» The problem: Pick every line out of the entries below that has the string "house", and copy it.

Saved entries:
::::::

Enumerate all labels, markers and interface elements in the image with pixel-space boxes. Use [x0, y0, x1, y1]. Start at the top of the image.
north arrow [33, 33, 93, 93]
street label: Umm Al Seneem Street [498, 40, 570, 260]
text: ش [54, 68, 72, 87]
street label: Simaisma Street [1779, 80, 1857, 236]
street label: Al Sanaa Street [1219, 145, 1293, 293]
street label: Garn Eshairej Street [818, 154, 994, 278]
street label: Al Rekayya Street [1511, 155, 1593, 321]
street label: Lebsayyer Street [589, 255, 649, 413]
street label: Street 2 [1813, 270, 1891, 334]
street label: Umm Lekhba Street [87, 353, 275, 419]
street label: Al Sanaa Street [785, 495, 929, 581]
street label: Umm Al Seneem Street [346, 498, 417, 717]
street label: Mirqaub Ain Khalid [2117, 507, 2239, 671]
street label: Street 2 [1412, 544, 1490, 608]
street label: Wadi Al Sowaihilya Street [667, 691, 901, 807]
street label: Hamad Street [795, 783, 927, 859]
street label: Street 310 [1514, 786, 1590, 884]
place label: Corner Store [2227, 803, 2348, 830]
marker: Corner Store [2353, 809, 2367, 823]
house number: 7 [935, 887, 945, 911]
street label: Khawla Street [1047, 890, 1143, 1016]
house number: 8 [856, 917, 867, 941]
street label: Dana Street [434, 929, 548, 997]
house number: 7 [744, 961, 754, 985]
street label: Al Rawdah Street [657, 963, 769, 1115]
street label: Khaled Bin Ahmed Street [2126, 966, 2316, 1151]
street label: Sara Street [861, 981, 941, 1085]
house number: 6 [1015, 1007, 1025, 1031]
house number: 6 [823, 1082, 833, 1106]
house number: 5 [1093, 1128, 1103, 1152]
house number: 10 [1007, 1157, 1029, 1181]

::::::

» Answer to this task:
house number: 7 [935, 887, 945, 911]
house number: 8 [856, 917, 867, 941]
house number: 7 [744, 961, 754, 985]
house number: 6 [1015, 1007, 1025, 1031]
house number: 6 [823, 1082, 833, 1106]
house number: 5 [1093, 1128, 1103, 1152]
house number: 10 [1007, 1157, 1029, 1181]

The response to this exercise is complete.